The above finding lets us understand that a narcissistic personality can be better predicted by individuals other than the self and that it is possible for close friends to have more accurate insight and judgement of our positive and negative traits. This research fits into the dispositional domain by measuring participants’ scores on narcissism, one of the dark tetrad personalities at the subclinical level, as well as a range of personality characteristics described by the CAQ items (Paulhus, 2014). The comparison and contrast between self and friends’ ratings on participants’ personality and their significant correlations with narcissism, which in turn positively relates to agency, help us understand that self-concept has a strong influence on an individual’s personality and his interaction and relationship with others. This observation is useful for analysing approaches to self that falls under the cognitive-experiential domain of knowledge (Larsen & Buss, 2014). This research is related to the third goal of personality research in that it implies the stability of one’s narcissism over time by taking into account the ratings of participants’ friends who have known them for a period of time. From the responses to personality items and statements, we can better predict narcissistic individuals’ future behaviour and action that is representative of and attest to their distinct personality attributes (Rogers, 2015).
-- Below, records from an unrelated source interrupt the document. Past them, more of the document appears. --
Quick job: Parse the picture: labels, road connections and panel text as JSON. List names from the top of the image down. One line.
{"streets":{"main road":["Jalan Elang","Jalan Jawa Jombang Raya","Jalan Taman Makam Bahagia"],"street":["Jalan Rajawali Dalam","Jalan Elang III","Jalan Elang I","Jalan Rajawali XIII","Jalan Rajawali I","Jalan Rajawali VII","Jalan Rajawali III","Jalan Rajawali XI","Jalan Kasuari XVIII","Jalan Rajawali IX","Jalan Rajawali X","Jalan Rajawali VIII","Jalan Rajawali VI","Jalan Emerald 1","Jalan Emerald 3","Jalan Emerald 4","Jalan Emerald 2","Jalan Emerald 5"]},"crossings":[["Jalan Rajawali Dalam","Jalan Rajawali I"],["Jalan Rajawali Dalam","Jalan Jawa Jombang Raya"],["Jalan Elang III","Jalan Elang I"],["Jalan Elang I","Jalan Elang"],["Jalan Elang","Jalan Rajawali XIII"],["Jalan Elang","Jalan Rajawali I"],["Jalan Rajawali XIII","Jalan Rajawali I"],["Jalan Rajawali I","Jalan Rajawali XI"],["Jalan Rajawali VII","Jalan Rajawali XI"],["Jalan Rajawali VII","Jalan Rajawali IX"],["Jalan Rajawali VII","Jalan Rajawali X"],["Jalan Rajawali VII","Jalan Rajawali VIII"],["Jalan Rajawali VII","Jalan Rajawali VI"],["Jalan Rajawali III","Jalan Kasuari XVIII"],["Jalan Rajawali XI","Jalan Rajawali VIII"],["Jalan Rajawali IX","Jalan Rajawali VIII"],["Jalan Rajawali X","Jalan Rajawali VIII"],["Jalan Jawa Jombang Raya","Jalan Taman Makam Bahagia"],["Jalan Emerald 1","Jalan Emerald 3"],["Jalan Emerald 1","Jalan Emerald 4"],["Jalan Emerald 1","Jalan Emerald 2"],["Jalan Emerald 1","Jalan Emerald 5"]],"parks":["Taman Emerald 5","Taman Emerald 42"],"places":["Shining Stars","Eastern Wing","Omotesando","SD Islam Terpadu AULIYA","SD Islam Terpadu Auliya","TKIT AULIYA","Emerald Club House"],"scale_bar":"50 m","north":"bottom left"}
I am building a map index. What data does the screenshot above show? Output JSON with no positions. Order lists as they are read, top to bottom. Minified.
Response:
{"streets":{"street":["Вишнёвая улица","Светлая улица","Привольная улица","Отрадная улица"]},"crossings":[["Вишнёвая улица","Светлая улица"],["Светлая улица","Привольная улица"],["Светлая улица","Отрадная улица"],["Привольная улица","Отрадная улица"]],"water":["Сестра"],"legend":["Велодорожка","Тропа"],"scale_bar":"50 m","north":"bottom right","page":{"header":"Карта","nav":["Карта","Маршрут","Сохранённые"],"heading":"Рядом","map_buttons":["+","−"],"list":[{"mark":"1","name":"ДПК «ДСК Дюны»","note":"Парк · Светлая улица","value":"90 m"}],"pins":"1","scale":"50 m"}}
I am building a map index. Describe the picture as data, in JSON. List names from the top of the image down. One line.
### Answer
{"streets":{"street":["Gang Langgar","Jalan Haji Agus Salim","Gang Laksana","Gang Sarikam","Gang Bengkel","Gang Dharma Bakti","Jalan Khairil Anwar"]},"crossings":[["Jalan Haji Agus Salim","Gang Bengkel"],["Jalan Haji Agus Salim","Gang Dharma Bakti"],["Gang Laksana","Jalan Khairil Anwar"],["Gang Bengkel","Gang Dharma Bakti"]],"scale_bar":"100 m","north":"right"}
Based on the results of this research, I would like to ask the authors about the subjective reaction of the participants after they have learned of their NPI scores and their significant correlations with ratings on the CAQ. Would being explicitly aware of one’s narcissism motivate them to change their self-concept to achieve a more likable personality when it became known to them that narcissism is part of the dark tetrad (Paulhus, 2014). How will they come to terms with and appreciate this negative side of their personality? Is it possible to be less narcissistic should one invest conscious effort and strong will to change or is one doomed to a completely irreversible fate?